Het internet zou de grote gelijkmaker zijn: iedereen zou evenveel profiteren van de mogelijkheden die het mailen, chatten en online shoppen zouden bieden. De praktijk is anders, want de digitale ongelijkheid is alleen maar gegroeid. Maar met de juiste aanpak is het tij te keren.
Charissa Kalloe (28) heeft maar drie procent zicht. Toen ze vijftien was, kreeg ze een tumor in de hypofyse, die op haar oogzenuw drukte en deze uiteindelijk beschadigde. Haar wereld stond op zijn kop. Haar huis moest worden aangepast, ze moest leren met een stok te lopen, braille te lezen en opnieuw leren hoe je dagelijkse handelingen uitvoert, zoals drinken inschenken en boterhammen smeren. Ze heeft ermee leren omgaan, maar door vermoeidheidsklachten is ze volledig afgekeurd. Wel schrijft ze blogs en maakt ze video’s waarin ze vertelt over haar ervaringen met websites en apps.
Een van haar belangrijkste hulpmiddelen is een schermlezer. Dat is een programma op je laptop of smartphone dat alles voorleest wat je met je vinger aanraakt of waar je met de tabtoets overheen gaat. “Dat opende een wereld voor me”, zegt Kalloe. “Ik kon ineens weer op Hyves en MSN, waardoor ik weer in contact kon komen met vrienden. Maar ik liep ook tegen veel obstakels aan, en ik vroeg me af: hoe kan dit nou, waarom werken sommige apps wel en andere niet? Ik heb nu bijvoorbeeld weer de grootste moeite om schoenen te bestellen. Het is niet te doen om via de website van de Bijenkorf te bestellen, terwijl dit in het verleden wel ging.”

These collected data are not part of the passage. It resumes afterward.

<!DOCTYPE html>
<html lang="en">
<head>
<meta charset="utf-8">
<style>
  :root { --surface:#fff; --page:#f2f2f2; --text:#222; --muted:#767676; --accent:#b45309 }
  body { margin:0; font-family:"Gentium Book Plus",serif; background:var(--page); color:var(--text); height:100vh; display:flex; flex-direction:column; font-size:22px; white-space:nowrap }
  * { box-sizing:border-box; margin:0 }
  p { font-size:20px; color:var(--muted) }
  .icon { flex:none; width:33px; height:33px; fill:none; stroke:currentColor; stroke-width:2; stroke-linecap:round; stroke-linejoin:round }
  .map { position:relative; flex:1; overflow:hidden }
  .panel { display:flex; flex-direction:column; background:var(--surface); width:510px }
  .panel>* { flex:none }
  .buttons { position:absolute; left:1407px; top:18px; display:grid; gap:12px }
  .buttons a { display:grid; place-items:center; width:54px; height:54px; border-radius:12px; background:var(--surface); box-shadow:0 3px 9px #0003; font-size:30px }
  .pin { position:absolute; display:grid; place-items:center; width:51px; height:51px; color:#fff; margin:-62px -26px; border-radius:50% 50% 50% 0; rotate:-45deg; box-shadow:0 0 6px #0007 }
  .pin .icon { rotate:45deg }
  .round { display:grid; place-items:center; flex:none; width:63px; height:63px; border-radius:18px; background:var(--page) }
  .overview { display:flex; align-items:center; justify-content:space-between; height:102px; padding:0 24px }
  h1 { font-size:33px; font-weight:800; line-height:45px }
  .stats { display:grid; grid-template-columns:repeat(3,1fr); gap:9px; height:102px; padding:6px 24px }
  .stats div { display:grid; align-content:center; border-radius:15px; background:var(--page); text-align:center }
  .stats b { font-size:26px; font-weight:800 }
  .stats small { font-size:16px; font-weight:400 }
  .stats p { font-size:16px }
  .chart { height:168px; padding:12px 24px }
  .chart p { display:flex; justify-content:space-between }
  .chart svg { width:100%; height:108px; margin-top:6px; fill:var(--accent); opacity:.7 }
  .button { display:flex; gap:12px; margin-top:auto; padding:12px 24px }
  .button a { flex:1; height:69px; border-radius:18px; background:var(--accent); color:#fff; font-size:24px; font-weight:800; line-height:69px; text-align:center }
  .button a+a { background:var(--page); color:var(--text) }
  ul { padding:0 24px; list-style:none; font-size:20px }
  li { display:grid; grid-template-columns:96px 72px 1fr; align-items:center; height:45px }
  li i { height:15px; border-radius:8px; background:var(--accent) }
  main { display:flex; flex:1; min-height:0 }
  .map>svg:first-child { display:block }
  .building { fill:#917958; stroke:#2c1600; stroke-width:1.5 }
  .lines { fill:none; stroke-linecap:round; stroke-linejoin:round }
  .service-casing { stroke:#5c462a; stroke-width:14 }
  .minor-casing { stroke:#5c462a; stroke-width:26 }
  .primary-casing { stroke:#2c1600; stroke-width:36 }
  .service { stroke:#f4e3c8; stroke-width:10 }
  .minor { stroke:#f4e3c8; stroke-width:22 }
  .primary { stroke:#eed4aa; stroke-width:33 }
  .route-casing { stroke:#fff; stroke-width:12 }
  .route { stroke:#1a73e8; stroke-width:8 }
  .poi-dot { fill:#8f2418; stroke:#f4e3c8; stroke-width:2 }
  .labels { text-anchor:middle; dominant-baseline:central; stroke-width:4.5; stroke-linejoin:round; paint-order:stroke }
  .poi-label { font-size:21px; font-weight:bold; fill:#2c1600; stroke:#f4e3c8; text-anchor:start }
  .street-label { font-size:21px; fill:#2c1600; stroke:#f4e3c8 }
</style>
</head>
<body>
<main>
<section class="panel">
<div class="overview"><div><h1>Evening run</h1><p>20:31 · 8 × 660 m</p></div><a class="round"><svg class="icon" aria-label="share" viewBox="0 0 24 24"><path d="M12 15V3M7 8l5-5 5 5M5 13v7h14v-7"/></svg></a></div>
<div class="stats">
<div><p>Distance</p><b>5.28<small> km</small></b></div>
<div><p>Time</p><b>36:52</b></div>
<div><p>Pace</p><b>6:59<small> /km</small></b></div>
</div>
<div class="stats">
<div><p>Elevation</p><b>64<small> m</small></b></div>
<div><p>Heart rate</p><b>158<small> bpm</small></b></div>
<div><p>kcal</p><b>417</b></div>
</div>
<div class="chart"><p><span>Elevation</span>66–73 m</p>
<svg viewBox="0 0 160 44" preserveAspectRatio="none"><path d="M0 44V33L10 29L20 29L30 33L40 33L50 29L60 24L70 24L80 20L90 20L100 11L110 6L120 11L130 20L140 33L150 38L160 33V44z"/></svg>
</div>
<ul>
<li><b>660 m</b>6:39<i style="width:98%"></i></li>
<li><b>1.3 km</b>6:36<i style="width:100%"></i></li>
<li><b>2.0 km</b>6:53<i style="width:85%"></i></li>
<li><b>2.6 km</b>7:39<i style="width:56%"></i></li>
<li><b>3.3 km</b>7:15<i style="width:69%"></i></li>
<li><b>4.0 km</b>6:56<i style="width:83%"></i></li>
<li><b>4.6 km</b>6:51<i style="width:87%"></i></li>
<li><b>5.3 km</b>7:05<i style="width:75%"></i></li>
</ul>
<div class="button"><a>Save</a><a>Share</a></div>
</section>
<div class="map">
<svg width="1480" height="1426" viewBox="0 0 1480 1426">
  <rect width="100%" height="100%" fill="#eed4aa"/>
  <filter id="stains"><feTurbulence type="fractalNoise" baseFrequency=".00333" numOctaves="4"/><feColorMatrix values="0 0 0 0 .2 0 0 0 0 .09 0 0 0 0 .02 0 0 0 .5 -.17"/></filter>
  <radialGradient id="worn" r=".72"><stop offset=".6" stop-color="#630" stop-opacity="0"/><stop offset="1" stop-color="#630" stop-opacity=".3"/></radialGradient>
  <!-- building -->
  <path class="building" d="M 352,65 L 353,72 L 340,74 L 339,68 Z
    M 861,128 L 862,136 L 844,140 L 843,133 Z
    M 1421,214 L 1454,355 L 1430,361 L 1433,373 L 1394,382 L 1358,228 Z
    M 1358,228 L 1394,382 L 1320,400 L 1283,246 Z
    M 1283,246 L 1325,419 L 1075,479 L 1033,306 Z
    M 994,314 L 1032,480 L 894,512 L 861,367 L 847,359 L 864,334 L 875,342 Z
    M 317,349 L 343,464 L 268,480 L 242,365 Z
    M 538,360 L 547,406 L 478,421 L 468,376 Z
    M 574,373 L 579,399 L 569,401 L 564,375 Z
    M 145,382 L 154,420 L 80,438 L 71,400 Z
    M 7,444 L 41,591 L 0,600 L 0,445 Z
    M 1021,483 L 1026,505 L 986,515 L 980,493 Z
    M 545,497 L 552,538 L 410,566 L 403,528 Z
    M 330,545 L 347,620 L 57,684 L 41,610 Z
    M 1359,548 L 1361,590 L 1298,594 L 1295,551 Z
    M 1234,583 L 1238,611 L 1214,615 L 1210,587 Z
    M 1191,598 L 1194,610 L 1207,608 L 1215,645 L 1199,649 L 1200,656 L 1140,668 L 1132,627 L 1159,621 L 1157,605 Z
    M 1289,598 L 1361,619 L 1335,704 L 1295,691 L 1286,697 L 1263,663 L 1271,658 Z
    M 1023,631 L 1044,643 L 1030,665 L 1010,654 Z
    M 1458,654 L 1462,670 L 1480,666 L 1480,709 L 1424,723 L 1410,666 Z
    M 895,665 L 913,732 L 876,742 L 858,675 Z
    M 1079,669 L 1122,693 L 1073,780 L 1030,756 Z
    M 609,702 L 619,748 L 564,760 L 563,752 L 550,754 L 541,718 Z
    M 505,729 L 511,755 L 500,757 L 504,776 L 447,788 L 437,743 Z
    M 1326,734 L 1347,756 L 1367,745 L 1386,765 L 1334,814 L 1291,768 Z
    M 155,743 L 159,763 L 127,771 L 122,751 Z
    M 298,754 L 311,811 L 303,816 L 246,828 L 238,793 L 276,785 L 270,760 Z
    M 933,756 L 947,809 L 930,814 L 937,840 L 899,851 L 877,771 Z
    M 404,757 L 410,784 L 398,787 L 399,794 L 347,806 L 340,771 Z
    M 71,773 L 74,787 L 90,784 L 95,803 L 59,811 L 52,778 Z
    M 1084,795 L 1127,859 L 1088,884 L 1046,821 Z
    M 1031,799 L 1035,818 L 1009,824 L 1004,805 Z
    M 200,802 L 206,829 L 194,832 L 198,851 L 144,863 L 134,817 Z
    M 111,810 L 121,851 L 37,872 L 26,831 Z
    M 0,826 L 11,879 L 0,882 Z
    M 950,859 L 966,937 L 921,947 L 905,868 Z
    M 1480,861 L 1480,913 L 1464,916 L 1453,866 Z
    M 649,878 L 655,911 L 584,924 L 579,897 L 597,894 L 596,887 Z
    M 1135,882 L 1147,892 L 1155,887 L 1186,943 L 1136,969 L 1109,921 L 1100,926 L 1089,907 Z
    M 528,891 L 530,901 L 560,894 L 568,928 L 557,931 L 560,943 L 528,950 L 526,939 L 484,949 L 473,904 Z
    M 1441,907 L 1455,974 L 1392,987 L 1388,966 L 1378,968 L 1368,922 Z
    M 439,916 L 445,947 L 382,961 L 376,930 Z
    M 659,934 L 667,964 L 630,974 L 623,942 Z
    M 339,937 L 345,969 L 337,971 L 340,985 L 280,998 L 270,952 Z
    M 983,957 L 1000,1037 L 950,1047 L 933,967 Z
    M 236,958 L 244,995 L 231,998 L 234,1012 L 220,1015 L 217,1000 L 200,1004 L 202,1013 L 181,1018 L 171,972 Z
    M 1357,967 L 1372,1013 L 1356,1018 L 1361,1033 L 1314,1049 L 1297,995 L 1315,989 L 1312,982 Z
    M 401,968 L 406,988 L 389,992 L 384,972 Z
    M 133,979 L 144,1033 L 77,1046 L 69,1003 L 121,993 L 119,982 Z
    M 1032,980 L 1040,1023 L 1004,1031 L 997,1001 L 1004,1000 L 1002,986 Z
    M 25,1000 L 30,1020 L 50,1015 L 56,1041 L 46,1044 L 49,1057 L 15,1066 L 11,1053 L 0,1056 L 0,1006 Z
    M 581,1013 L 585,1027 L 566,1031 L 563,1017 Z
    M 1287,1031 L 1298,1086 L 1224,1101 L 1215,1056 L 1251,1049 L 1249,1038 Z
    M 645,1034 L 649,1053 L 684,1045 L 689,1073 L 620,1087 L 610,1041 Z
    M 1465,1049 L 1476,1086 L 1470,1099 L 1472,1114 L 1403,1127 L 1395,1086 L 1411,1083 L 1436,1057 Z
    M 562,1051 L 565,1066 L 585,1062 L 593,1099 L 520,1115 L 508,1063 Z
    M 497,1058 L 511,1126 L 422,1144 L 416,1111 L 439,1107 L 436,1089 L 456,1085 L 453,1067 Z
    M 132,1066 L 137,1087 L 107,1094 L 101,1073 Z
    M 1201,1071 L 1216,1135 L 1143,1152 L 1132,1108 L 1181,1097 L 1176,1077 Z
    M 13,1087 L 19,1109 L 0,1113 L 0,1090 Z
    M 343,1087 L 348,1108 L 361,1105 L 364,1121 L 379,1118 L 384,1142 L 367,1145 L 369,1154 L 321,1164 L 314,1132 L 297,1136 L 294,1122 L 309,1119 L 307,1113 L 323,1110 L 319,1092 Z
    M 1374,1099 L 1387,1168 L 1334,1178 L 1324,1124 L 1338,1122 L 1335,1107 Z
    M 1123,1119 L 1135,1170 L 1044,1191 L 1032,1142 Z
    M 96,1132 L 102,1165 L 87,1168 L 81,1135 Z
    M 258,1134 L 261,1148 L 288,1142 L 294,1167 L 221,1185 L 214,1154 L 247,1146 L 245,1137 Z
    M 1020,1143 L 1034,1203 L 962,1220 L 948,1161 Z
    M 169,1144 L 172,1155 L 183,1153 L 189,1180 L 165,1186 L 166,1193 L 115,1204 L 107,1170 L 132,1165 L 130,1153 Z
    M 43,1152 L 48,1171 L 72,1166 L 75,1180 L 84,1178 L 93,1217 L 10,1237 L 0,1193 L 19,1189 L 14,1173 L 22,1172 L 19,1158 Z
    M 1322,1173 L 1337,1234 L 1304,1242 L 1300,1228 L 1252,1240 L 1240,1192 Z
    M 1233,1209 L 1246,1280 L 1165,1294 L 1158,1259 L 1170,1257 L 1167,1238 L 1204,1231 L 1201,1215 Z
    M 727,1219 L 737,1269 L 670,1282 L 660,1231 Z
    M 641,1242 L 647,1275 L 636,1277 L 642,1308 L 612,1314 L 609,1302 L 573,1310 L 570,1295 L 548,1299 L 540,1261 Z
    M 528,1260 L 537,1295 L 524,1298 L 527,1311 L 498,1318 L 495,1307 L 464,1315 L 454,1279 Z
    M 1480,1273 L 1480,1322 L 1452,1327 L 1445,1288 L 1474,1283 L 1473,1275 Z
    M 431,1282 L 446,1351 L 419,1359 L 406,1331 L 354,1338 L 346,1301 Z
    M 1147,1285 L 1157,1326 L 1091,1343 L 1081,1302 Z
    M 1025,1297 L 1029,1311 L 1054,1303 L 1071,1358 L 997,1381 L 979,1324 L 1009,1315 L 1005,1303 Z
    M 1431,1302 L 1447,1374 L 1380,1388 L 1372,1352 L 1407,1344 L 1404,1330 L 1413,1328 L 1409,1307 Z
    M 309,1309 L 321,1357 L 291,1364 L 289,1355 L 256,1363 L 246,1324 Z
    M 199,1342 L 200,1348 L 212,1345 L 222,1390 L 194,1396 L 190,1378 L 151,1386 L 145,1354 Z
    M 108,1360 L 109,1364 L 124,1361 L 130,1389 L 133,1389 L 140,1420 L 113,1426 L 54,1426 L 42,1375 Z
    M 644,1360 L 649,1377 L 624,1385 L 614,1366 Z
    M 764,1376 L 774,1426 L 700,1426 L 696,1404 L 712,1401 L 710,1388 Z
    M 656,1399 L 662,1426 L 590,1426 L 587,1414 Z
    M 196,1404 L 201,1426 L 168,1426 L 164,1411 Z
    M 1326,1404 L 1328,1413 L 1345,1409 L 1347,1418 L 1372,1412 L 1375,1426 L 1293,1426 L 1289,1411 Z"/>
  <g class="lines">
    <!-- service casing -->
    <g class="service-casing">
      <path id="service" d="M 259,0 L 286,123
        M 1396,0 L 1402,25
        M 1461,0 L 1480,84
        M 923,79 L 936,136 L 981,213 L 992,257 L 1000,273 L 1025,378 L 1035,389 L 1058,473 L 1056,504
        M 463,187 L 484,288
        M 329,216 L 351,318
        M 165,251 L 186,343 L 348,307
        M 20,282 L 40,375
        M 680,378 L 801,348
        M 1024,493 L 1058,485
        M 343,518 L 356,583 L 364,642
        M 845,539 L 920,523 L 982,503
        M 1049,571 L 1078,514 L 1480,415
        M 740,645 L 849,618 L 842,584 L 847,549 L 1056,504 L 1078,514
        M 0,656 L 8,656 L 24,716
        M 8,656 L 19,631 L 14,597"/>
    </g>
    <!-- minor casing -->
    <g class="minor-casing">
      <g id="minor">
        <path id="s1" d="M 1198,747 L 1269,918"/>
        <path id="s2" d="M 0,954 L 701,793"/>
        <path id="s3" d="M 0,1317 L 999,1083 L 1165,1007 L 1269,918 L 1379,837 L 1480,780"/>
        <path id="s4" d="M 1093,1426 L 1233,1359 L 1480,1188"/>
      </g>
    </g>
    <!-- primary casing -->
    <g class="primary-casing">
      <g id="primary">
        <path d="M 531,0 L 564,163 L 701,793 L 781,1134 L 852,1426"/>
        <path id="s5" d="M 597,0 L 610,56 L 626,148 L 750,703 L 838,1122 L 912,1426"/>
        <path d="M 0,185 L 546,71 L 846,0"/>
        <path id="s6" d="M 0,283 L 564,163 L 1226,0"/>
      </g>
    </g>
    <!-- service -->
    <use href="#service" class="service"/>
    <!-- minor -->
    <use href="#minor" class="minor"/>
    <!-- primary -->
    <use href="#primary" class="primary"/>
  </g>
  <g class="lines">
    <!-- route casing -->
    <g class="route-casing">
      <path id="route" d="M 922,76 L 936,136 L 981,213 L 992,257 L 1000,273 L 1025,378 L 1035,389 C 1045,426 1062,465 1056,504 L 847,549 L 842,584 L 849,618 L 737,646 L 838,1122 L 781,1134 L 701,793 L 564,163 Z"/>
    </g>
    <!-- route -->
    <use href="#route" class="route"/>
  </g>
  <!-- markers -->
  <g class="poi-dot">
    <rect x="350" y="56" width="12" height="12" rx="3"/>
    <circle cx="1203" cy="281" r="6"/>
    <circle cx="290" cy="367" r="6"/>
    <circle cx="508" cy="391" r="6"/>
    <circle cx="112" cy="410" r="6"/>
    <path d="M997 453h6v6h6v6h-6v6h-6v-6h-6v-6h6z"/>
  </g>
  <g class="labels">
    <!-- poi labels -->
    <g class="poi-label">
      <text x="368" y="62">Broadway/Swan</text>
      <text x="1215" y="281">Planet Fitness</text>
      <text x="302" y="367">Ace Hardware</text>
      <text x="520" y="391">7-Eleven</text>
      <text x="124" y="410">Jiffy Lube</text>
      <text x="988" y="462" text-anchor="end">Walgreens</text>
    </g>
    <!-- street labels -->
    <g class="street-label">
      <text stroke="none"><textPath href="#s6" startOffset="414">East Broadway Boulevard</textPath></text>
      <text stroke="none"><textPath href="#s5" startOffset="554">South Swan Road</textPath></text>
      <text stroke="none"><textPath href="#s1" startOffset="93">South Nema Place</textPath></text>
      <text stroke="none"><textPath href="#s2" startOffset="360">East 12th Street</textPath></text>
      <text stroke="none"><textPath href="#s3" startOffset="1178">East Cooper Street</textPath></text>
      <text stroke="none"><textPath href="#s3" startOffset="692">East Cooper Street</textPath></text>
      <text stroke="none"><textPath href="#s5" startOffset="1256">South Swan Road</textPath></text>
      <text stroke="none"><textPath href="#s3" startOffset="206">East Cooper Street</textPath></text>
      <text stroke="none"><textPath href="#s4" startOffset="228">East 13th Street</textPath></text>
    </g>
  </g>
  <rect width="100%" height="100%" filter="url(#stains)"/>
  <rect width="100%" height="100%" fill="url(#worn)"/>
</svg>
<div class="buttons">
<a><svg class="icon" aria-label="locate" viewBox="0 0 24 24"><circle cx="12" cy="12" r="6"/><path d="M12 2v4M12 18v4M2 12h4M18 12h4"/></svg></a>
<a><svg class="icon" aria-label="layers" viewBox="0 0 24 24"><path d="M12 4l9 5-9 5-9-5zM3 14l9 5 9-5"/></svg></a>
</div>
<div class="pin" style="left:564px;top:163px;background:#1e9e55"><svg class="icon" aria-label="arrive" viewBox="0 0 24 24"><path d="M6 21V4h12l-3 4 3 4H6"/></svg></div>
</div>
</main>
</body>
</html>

En zo loopt Kalloe voortdurend tegen allerlei praktische problemen aan als ze van het internet gebruik wil maken. Zo wilde ze onlangs graag naar een concert van de Amerikaanse zanger Chris Brown, van wie ze groot fan van is. Maar uit eerdere pogingen wist Kalloe dat het online bestellen van kaartjes voor haar onmogelijk is. “Je moet dan verschillende stappen doorlopen. Zo moet je bijvoorbeeld verifiëren dat je geen robot bent. Dan worden er plaatjes getoond met de vraag op welke afbeelding een auto is te zien. Daar doe ik al gissend wel vijf minuten over. De site biedt hier geen auditief alternatief voor. En daarna moet je een stoel uitzoeken, iets wat ook alleen maar visueel wordt aangeboden. Doordat dat zo lang duurde, had ik de vorige keer nog duizend mensen voor me in de wachtrij. Laat maar zitten, dacht ik toen.” Voor het concert van Chris Brown liet ze haar vriend dus kaartjes bestellen.
Misverstand
Toen het internet in de jaren negentig op grote schaal zijn intrede deed, was de verwachting dat het de ongelijkheid in de wereld zou verkleinen, vertelt Alexander van Deursen, hoogleraar Digitale Ongelijkheid aan de Universiteit Twente. In het Centrum voor Digitale Inclusie brengt hij samen met zijn medeonderzoekers in kaart wat de voordelen en risico’s van technologie zijn. Ook identificeren zij groepen die buiten de boot dreigen te vallen en doen ze voorstellen voor beleidsmaatregelen. “Internet heeft een open karakter en is voor iedereen beschikbaar, dus de opvatting was destijds dat iedereen er automatisch van zou profiteren. Maar dat bleek al gauw een misverstand.”
Veel mensen waren er toen van overtuigd dat alleen al het hebben van een internetverbinding of bepaalde apparatuur zou volstaan om mee te kunnen doen. “Verschillen in toegang noemen we de first level digital divide. Als iedereen maar de juiste spullen heeft, dan profiteren mensen automatisch.” Maar dat bleek niet genoeg. Ambitieuze projecten als One Laptop Per Child, waarbij kinderen in ontwikkelingslanden een laptop kregen, mislukten bijvoorbeeld. “Alleen het aanbieden van laptops is niet genoeg. Wat als er geen stroom is bijvoorbeeld? Het gaat om het totaalpakket. Naast dat eerste niveau moet je ook kijken naar motivaties, vaardigheden en soorten gebruik, het tweede niveau. Kun en wil je wel gebruikmaken van de apparatuur en wat doe je er dan mee? En het derde niveau zijn de uitkomsten: wat levert het internet voor je op?”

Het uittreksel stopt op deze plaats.